Beth Israel Deaconess, Lahey Health say merger will save up to $270 million a year, contradicting state report
Estimates from the two health systems counter those from the sate, which said the merger would increase annual spending.
Beth Israel Deaconess Medical Center and Lahey Health System have proposed a merger they recently said will save millions of dollars a year in healthcare costs -- contradicting a state report claiming the exact opposite.
The state report, from the Massachusetts Health Policy Commission, estimated that the proposed merger could increase annual spending statewide by $138 to $191 million, when factoring in inpatient, outpatient and adult primary care services.
The commission also determined that spending for physician specialty services could swell an additional $30 to $60 million annually, a finding it calls "conservative."
At the root of its cost estimates is the size of the proposed system. Dubbed Beth Israel Lahey Health, the new system, if the deal goes through, would roughly equal the size of Massachusetts' largest hospital network, Partners Healthcare.
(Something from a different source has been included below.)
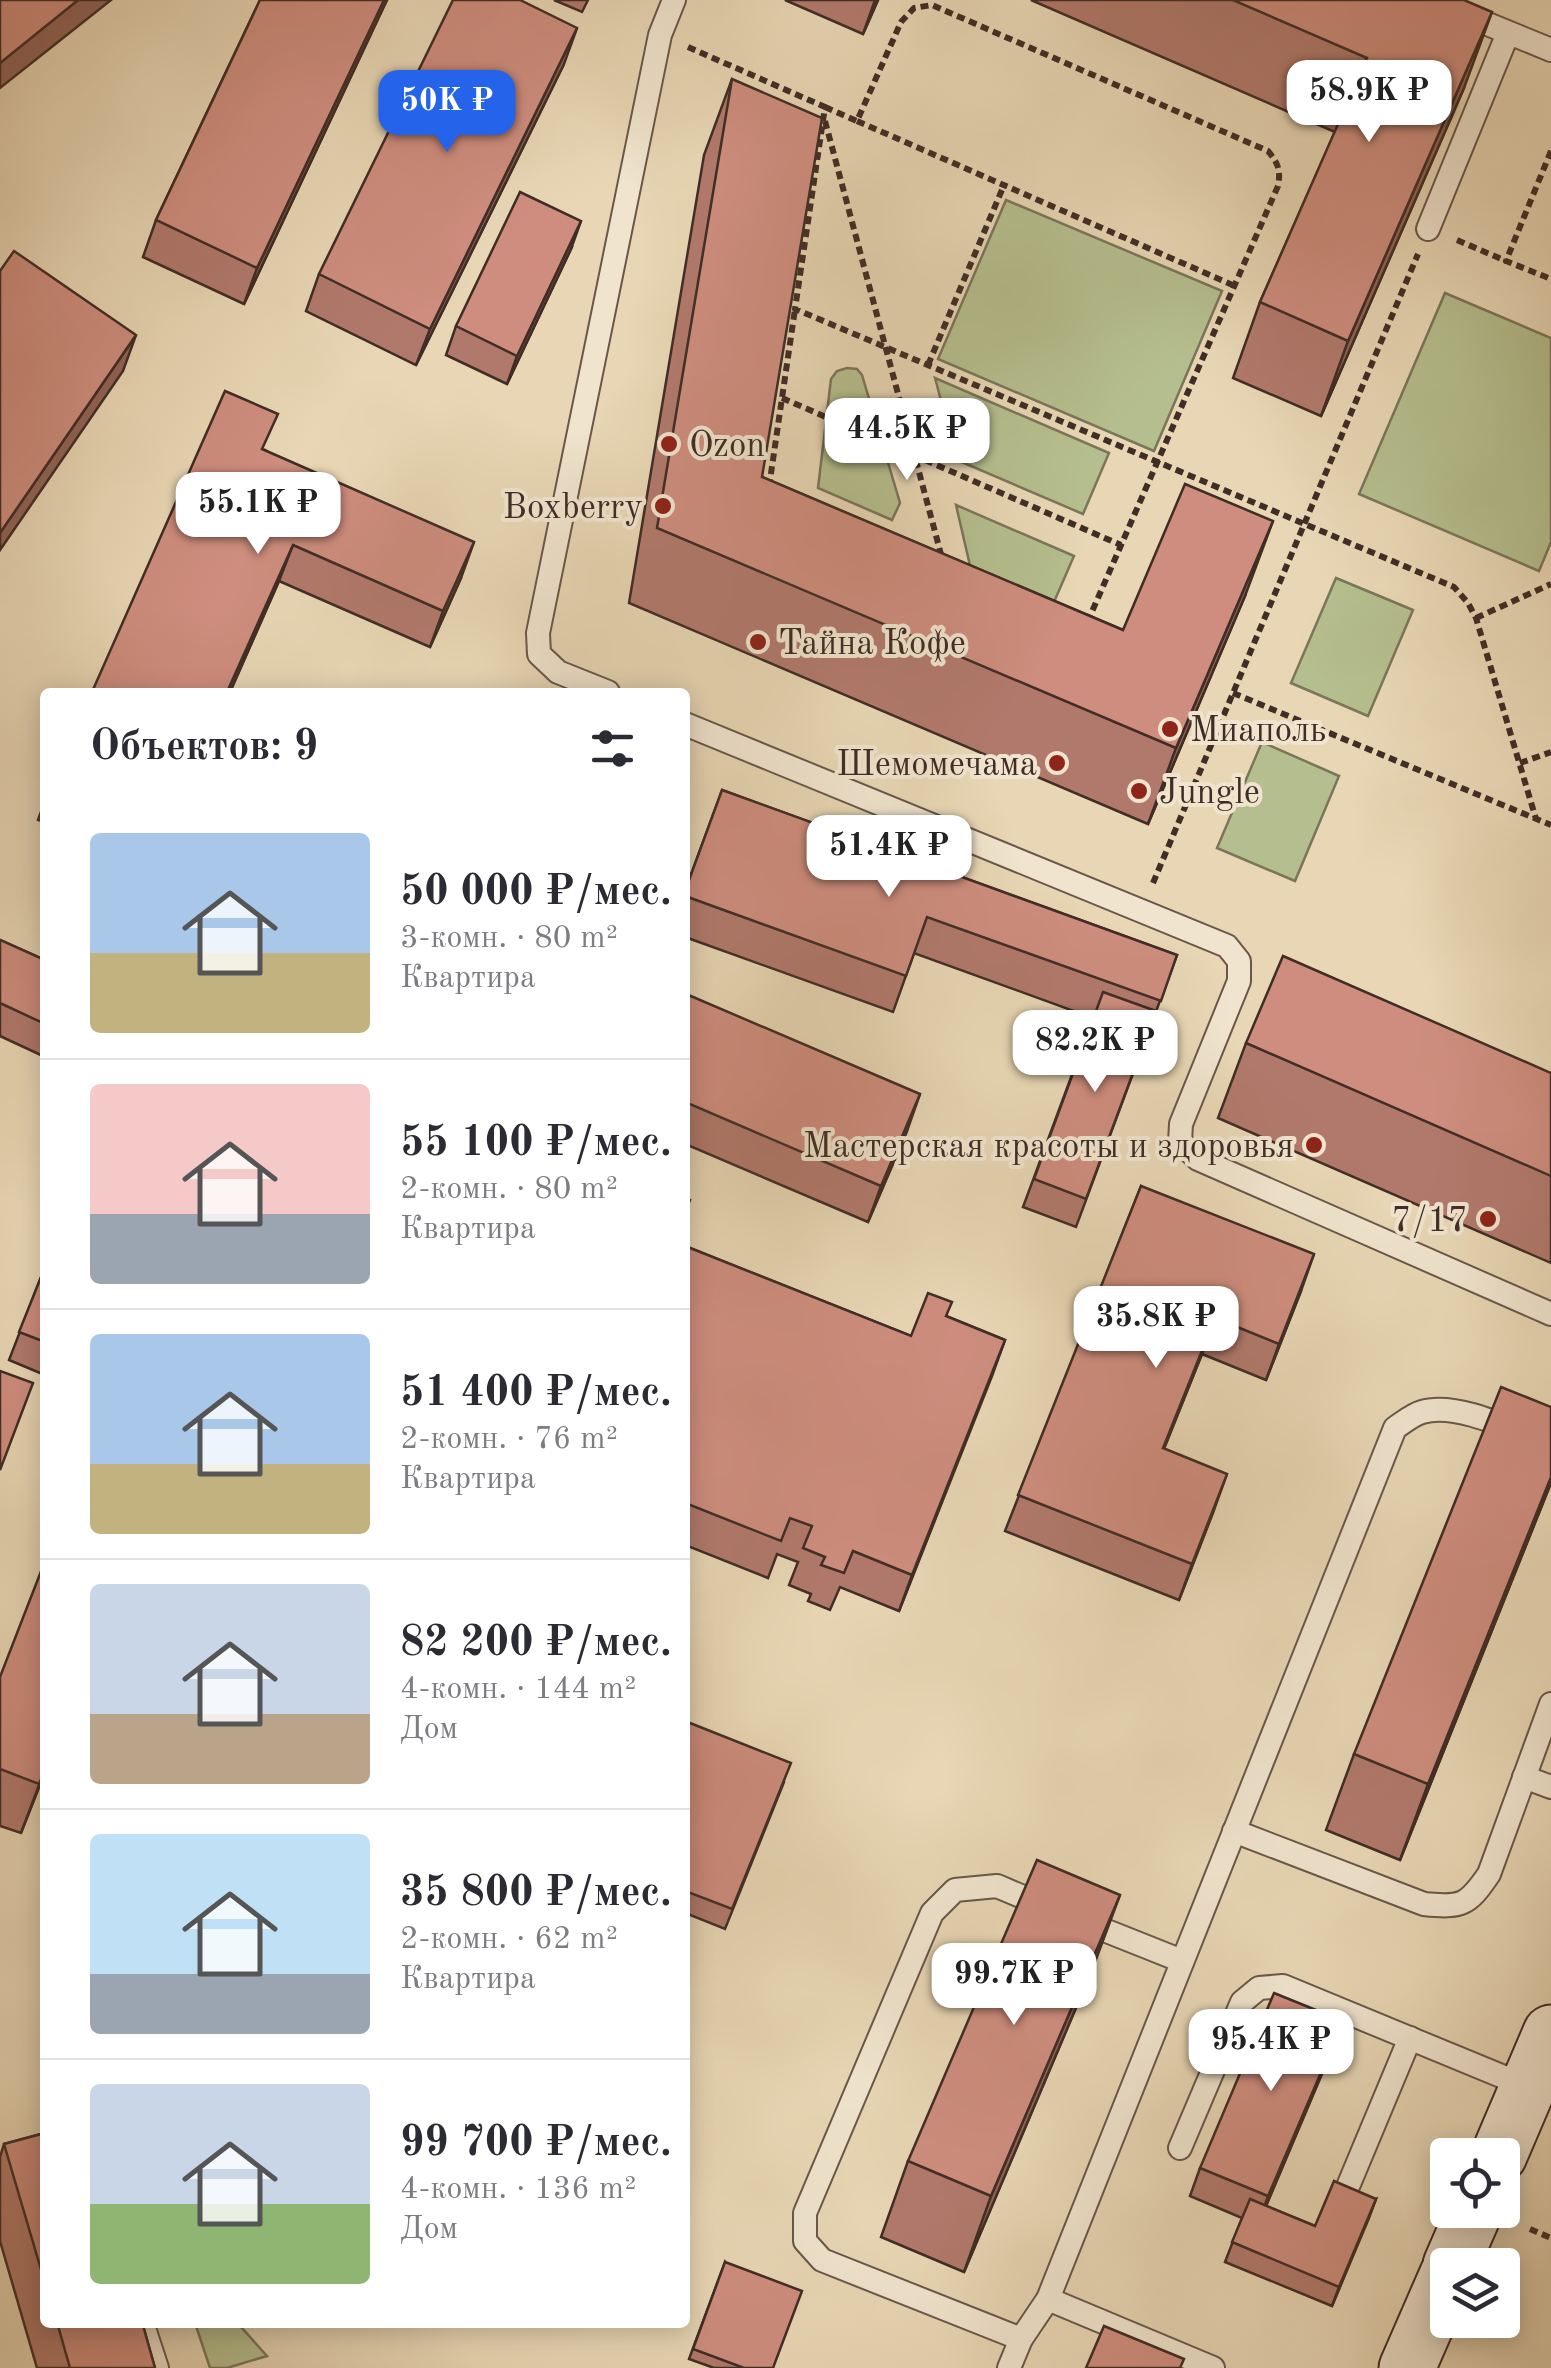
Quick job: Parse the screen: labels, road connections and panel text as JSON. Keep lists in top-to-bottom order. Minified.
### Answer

Because of that, the commission said market concentration in the state would greatly increase, and allow the new system leverage to demand higher prices from insurers.
In their response, officials from the health systems said that rather than increasing costs, the merger would actually save between $149 to $270 million per year, largely due to better efficiency and more competition with Partners.
The officials, declining to mention Partners by name, said that the state's "dominant health system" would still be twice as large as Beth Israel Lahey Health. Partners currently has four times the revenue of its next largest competitor.
The proposed merger would include Beverly Hospital, Addison Gilbert Hospital, Anna Jaques Hospital, Lahey Medical Center and Lahey Outpatient Center. The merger is being reviewed by the Health Policy Commission.